Records shown:

=-=-=-=-=

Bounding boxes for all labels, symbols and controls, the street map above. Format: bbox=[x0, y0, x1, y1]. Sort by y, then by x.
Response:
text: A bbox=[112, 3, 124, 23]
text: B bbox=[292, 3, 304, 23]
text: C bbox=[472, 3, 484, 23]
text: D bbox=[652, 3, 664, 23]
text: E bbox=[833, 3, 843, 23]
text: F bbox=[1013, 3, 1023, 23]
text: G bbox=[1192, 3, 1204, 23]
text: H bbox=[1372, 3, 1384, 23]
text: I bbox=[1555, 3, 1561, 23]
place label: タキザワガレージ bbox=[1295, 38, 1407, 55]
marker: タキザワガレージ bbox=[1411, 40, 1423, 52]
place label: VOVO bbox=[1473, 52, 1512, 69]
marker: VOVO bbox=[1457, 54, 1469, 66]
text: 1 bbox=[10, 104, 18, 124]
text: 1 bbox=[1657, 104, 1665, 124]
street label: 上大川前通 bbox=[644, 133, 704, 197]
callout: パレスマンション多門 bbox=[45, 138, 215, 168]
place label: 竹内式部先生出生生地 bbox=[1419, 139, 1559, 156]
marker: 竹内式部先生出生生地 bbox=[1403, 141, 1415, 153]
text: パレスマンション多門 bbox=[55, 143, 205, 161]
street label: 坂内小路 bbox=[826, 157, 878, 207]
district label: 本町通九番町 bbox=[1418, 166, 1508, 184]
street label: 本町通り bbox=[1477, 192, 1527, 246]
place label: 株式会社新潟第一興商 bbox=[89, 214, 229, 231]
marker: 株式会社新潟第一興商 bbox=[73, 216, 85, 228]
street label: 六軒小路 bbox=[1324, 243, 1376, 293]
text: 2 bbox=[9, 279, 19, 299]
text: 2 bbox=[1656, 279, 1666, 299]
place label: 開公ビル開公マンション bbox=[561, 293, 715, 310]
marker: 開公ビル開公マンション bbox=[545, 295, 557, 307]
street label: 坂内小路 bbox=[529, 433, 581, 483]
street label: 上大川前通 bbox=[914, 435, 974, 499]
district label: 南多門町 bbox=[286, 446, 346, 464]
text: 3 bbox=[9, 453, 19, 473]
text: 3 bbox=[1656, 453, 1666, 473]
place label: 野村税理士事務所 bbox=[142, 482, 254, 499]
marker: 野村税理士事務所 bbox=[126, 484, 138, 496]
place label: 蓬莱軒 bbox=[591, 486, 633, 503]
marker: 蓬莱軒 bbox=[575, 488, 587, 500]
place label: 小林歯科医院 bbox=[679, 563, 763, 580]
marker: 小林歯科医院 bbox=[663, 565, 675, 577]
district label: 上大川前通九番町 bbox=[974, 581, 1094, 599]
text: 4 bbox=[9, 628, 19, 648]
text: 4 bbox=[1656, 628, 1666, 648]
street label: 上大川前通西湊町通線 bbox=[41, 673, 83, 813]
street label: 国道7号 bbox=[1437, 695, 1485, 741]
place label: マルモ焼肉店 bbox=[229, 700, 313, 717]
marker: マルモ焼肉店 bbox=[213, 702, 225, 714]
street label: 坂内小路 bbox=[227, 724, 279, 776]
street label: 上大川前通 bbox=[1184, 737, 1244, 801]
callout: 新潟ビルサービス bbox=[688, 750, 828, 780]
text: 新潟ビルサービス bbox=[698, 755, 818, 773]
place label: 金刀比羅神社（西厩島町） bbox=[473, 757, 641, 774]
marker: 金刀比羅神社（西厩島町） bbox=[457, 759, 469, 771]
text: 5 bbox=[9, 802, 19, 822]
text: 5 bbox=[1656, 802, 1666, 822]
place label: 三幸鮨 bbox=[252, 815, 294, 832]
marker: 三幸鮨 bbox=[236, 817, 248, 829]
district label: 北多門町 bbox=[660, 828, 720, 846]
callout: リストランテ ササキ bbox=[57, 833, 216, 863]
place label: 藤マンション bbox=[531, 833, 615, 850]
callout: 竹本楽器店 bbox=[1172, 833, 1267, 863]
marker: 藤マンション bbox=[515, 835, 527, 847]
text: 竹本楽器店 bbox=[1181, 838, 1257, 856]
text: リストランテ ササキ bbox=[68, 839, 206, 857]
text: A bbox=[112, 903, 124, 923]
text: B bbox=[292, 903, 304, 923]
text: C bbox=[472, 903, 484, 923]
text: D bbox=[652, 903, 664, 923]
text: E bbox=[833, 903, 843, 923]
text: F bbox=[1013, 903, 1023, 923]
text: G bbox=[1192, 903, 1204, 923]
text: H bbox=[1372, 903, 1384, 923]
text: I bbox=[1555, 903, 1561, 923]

=-=-=-=-=

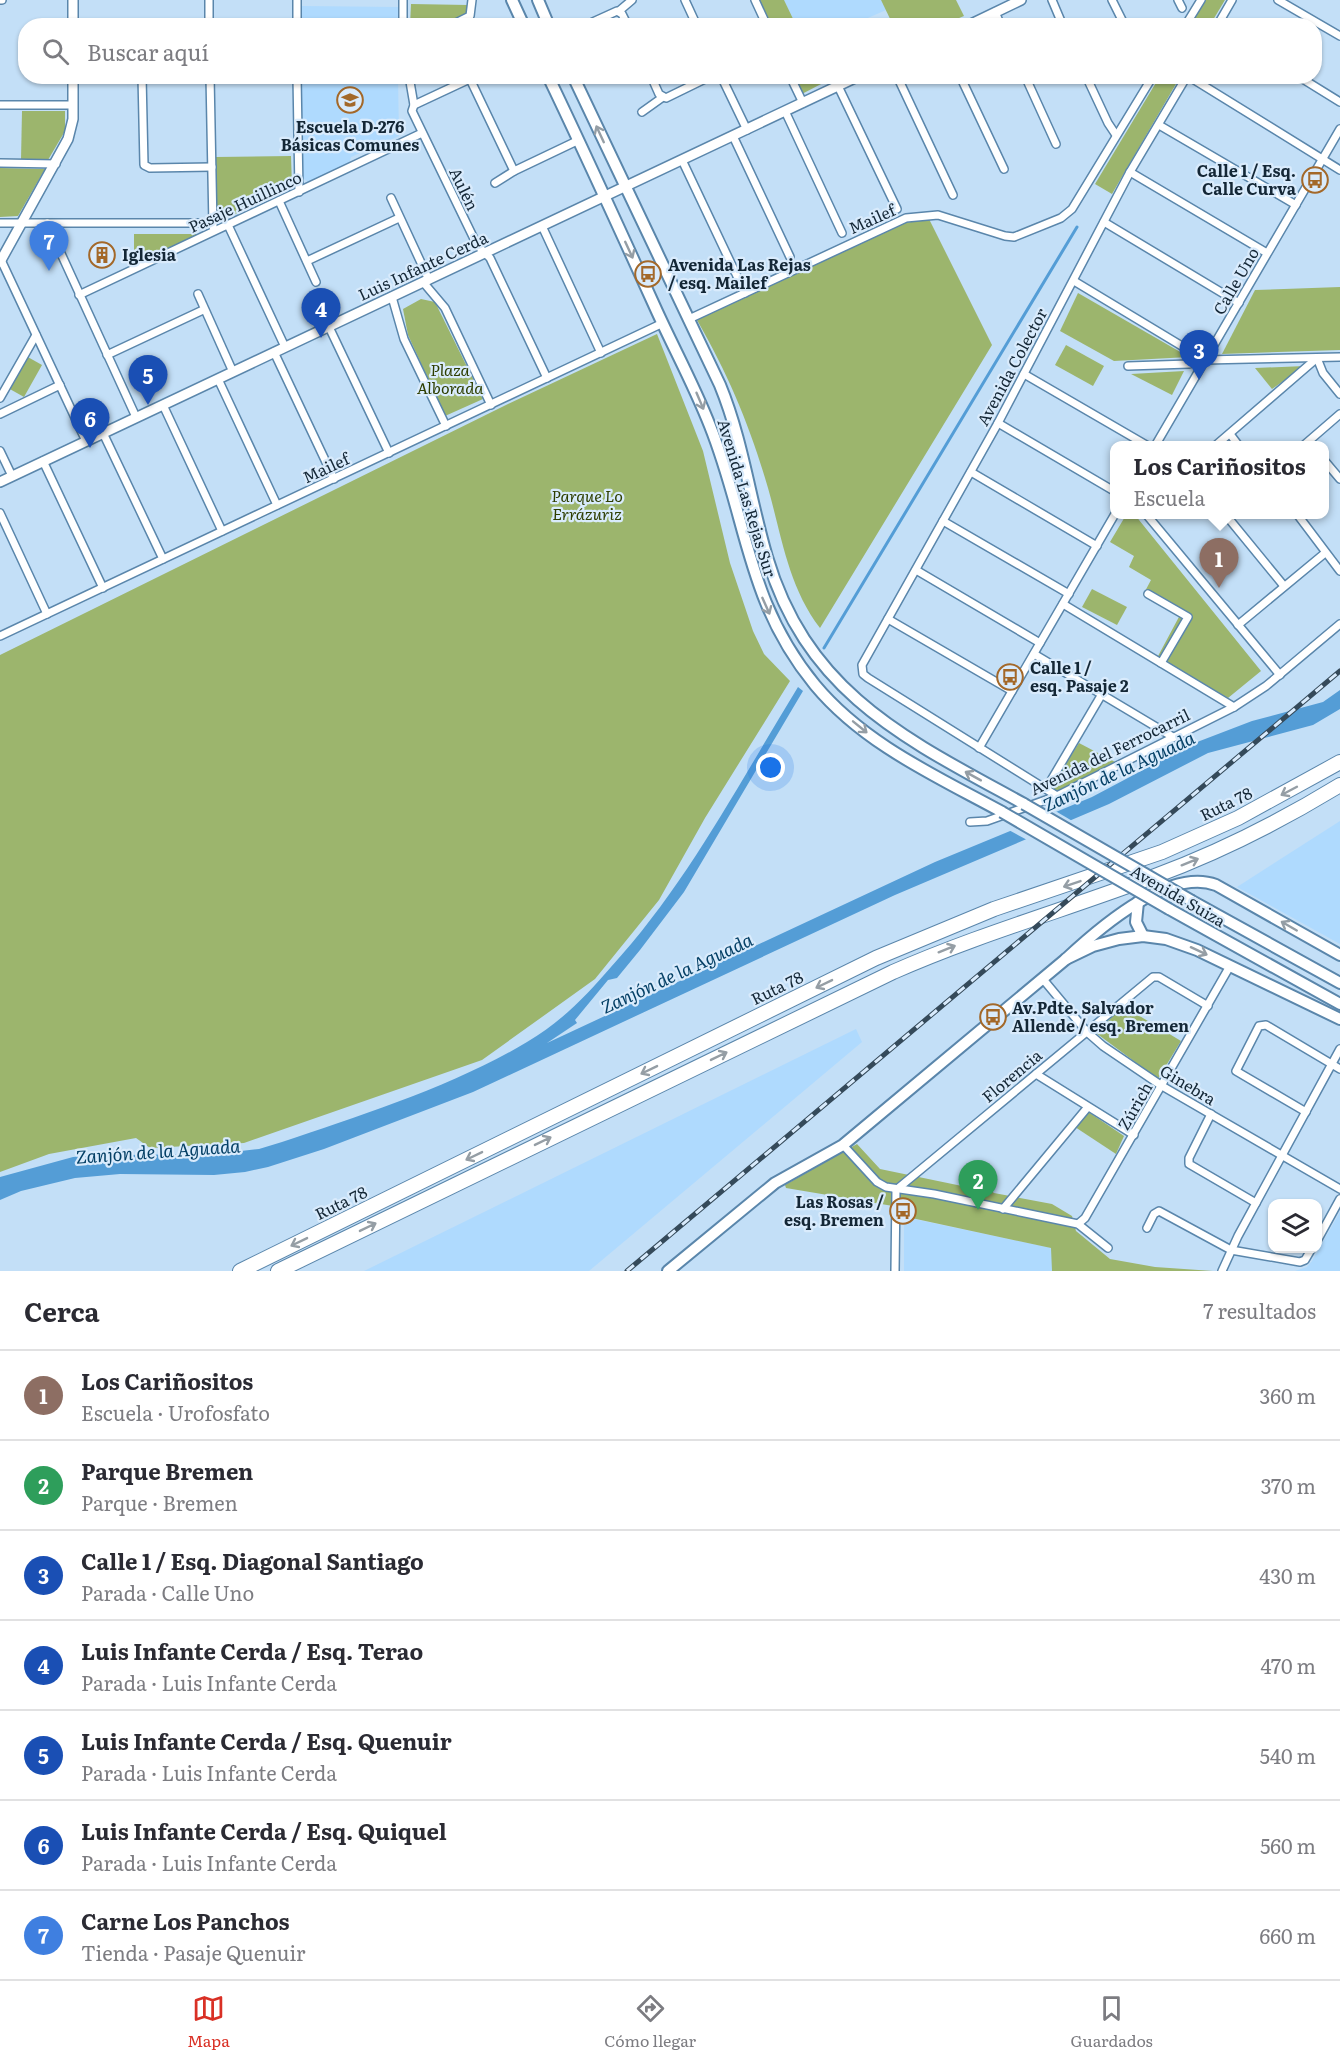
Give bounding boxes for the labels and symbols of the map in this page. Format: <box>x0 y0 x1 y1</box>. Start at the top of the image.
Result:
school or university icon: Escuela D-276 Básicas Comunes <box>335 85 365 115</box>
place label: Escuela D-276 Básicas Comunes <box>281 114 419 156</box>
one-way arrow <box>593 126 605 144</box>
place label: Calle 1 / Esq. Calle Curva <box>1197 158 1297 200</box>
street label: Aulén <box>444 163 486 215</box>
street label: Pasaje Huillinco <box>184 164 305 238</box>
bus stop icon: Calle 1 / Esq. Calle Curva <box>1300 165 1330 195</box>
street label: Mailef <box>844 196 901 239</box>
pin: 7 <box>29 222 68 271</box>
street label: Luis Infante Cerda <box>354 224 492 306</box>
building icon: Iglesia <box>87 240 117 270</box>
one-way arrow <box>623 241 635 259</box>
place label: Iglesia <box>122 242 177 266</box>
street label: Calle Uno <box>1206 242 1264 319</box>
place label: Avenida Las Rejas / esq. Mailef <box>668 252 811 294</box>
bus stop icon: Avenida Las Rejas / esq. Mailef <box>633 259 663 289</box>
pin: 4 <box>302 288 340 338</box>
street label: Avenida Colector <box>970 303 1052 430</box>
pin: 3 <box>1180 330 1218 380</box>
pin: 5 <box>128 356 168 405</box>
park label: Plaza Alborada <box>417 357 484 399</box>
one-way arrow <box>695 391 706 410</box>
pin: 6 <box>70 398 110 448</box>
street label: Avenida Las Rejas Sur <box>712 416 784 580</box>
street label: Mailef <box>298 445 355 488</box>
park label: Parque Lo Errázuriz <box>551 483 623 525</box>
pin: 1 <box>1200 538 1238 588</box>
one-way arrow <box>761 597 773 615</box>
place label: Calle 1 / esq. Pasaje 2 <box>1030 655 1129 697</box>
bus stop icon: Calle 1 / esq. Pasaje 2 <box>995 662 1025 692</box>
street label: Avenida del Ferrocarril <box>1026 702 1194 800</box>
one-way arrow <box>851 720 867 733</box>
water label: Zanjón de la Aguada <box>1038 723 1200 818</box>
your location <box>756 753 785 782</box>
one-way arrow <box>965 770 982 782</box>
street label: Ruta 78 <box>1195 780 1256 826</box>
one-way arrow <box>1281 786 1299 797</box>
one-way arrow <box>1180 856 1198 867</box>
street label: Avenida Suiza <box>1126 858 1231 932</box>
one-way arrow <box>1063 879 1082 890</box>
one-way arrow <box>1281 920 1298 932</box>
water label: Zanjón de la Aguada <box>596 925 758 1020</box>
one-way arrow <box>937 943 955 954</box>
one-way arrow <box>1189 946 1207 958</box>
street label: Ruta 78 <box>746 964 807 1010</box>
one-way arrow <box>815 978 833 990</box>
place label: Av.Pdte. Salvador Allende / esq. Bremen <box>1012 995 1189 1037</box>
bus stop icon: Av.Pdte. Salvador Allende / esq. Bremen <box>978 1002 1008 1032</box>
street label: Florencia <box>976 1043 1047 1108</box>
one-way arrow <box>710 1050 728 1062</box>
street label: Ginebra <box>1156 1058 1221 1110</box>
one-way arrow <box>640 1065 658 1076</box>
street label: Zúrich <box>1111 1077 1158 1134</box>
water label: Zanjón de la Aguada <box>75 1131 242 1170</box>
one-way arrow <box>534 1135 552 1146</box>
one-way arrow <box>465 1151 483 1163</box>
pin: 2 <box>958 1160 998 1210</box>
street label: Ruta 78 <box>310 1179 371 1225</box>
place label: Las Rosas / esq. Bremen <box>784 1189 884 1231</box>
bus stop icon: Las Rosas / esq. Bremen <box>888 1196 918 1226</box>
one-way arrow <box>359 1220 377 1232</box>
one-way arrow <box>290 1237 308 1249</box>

=-=-=-=-=

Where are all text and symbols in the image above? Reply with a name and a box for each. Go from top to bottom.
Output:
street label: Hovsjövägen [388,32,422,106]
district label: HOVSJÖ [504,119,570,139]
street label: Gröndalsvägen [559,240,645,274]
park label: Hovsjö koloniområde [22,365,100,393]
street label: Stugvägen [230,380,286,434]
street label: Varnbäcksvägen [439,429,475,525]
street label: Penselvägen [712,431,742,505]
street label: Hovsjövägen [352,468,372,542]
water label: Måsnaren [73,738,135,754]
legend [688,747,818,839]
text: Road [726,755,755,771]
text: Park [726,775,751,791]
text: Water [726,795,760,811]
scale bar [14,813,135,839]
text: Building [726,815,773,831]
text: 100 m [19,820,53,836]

=-=-=-=-=

Task prompt: Using the records above, report the number of lines that include the string "symbols", with nothing added.

Written solution: 3